__Your instructions__. The records below are to be repeated in full, exactly as they are.

====== Information provided

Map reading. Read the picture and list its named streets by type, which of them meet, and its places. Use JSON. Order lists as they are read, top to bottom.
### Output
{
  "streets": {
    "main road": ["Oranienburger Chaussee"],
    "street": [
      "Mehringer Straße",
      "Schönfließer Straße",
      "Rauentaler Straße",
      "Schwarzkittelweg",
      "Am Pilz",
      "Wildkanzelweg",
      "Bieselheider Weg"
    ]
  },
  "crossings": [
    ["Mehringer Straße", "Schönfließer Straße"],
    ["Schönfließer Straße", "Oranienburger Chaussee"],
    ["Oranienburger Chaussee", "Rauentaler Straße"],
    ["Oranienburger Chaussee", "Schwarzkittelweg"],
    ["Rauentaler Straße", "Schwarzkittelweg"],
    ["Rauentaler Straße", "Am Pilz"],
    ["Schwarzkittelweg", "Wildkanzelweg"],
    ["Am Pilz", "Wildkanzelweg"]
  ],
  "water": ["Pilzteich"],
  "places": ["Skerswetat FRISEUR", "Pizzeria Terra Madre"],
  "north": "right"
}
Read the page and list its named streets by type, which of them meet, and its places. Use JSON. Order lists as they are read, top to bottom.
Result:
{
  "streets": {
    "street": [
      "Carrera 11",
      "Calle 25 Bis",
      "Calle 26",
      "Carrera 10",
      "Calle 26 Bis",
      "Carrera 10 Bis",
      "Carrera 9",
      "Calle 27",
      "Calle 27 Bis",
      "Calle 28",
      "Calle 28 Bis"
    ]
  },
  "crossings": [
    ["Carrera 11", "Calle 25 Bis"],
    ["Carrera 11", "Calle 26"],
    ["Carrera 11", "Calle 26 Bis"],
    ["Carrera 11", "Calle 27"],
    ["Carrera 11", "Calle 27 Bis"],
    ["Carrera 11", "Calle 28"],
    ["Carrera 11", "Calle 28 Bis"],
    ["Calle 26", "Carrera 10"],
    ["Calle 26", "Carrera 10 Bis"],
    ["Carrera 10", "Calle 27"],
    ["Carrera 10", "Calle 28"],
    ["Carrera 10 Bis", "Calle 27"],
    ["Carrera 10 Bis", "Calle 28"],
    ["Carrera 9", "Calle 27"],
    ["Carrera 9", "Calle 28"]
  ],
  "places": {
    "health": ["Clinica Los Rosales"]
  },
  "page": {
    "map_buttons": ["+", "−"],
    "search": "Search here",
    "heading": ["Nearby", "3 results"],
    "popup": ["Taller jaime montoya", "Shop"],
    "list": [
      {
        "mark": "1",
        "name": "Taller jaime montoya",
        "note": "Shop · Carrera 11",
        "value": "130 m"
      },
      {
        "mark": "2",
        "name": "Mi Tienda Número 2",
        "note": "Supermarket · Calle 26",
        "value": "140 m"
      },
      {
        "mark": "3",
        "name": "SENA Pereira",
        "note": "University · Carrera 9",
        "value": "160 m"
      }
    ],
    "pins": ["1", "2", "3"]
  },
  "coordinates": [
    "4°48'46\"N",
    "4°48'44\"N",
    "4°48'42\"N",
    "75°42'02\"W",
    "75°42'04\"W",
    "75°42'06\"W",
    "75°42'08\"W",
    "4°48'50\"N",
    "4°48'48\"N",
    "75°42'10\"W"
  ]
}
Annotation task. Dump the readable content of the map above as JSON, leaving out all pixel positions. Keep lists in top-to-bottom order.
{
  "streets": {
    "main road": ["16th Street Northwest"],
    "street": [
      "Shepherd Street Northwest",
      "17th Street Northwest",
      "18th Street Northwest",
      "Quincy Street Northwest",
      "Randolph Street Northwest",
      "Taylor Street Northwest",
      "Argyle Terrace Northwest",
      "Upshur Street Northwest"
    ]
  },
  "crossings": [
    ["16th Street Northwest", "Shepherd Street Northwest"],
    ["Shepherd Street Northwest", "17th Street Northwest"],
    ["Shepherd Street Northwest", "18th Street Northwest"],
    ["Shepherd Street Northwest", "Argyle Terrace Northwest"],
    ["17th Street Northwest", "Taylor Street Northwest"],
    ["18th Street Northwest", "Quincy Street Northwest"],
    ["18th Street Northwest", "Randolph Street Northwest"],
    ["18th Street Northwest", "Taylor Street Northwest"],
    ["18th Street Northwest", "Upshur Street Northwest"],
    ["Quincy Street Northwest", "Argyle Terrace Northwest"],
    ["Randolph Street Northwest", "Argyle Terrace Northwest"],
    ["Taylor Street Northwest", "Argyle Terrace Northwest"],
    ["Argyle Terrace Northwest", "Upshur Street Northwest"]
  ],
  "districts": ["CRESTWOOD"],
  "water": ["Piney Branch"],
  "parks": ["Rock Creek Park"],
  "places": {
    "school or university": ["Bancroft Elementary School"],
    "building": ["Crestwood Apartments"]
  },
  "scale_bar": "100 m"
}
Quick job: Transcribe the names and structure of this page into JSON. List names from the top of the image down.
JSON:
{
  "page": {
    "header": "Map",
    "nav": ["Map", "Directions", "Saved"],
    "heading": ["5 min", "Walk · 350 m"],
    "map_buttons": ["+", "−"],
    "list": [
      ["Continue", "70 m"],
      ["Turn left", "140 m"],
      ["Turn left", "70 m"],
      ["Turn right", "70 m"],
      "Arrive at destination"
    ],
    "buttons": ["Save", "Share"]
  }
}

============

__Written response__.
Map reading. Read the picture and list its named streets by type, which of them meet, and its places. Use JSON. Order lists as they are read, top to bottom.
### Output
{
  "streets": {
    "main road": ["Oranienburger Chaussee"],
    "street": [
      "Mehringer Straße",
      "Schönfließer Straße",
      "Rauentaler Straße",
      "Schwarzkittelweg",
      "Am Pilz",
      "Wildkanzelweg",
      "Bieselheider Weg"
    ]
  },
  "crossings": [
    ["Mehringer Straße", "Schönfließer Straße"],
    ["Schönfließer Straße", "Oranienburger Chaussee"],
    ["Oranienburger Chaussee", "Rauentaler Straße"],
    ["Oranienburger Chaussee", "Schwarzkittelweg"],
    ["Rauentaler Straße", "Schwarzkittelweg"],
    ["Rauentaler Straße", "Am Pilz"],
    ["Schwarzkittelweg", "Wildkanzelweg"],
    ["Am Pilz", "Wildkanzelweg"]
  ],
  "water": ["Pilzteich"],
  "places": ["Skerswetat FRISEUR", "Pizzeria Terra Madre"],
  "north": "right"
}
Read the page and list its named streets by type, which of them meet, and its places. Use JSON. Order lists as they are read, top to bottom.
Result:
{
  "streets": {
    "street": [
      "Carrera 11",
      "Calle 25 Bis",
      "Calle 26",
      "Carrera 10",
      "Calle 26 Bis",
      "Carrera 10 Bis",
      "Carrera 9",
      "Calle 27",
      "Calle 27 Bis",
      "Calle 28",
      "Calle 28 Bis"
    ]
  },
  "crossings": [
    ["Carrera 11", "Calle 25 Bis"],
    ["Carrera 11", "Calle 26"],
    ["Carrera 11", "Calle 26 Bis"],
    ["Carrera 11", "Calle 27"],
    ["Carrera 11", "Calle 27 Bis"],
    ["Carrera 11", "Calle 28"],
    ["Carrera 11", "Calle 28 Bis"],
    ["Calle 26", "Carrera 10"],
    ["Calle 26", "Carrera 10 Bis"],
    ["Carrera 10", "Calle 27"],
    ["Carrera 10", "Calle 28"],
    ["Carrera 10 Bis", "Calle 27"],
    ["Carrera 10 Bis", "Calle 28"],
    ["Carrera 9", "Calle 27"],
    ["Carrera 9", "Calle 28"]
  ],
  "places": {
    "health": ["Clinica Los Rosales"]
  },
  "page": {
    "map_buttons": ["+", "−"],
    "search": "Search here",
    "heading": ["Nearby", "3 results"],
    "popup": ["Taller jaime montoya", "Shop"],
    "list": [
      {
        "mark": "1",
        "name": "Taller jaime montoya",
        "note": "Shop · Carrera 11",
        "value": "130 m"
      },
      {
        "mark": "2",
        "name": "Mi Tienda Número 2",
        "note": "Supermarket · Calle 26",
        "value": "140 m"
      },
      {
        "mark": "3",
        "name": "SENA Pereira",
        "note": "University · Carrera 9",
        "value": "160 m"
      }
    ],
    "pins": ["1", "2", "3"]
  },
  "coordinates": [
    "4°48'46\"N",
    "4°48'44\"N",
    "4°48'42\"N",
    "75°42'02\"W",
    "75°42'04\"W",
    "75°42'06\"W",
    "75°42'08\"W",
    "4°48'50\"N",
    "4°48'48\"N",
    "75°42'10\"W"
  ]
}
Annotation task. Dump the readable content of the map above as JSON, leaving out all pixel positions. Keep lists in top-to-bottom order.
{
  "streets": {
    "main road": ["16th Street Northwest"],
    "street": [
      "Shepherd Street Northwest",
      "17th Street Northwest",
      "18th Street Northwest",
      "Quincy Street Northwest",
      "Randolph Street Northwest",
      "Taylor Street Northwest",
      "Argyle Terrace Northwest",
      "Upshur Street Northwest"
    ]
  },
  "crossings": [
    ["16th Street Northwest", "Shepherd Street Northwest"],
    ["Shepherd Street Northwest", "17th Street Northwest"],
    ["Shepherd Street Northwest", "18th Street Northwest"],
    ["Shepherd Street Northwest", "Argyle Terrace Northwest"],
    ["17th Street Northwest", "Taylor Street Northwest"],
    ["18th Street Northwest", "Quincy Street Northwest"],
    ["18th Street Northwest", "Randolph Street Northwest"],
    ["18th Street Northwest", "Taylor Street Northwest"],
    ["18th Street Northwest", "Upshur Street Northwest"],
    ["Quincy Street Northwest", "Argyle Terrace Northwest"],
    ["Randolph Street Northwest", "Argyle Terrace Northwest"],
    ["Taylor Street Northwest", "Argyle Terrace Northwest"],
    ["Argyle Terrace Northwest", "Upshur Street Northwest"]
  ],
  "districts": ["CRESTWOOD"],
  "water": ["Piney Branch"],
  "parks": ["Rock Creek Park"],
  "places": {
    "school or university": ["Bancroft Elementary School"],
    "building": ["Crestwood Apartments"]
  },
  "scale_bar": "100 m"
}
Quick job: Transcribe the names and structure of this page into JSON. List names from the top of the image down.
JSON:
{
  "page": {
    "header": "Map",
    "nav": ["Map", "Directions", "Saved"],
    "heading": ["5 min", "Walk · 350 m"],
    "map_buttons": ["+", "−"],
    "list": [
      ["Continue", "70 m"],
      ["Turn left", "140 m"],
      ["Turn left", "70 m"],
      ["Turn right", "70 m"],
      "Arrive at destination"
    ],
    "buttons": ["Save", "Share"]
  }
}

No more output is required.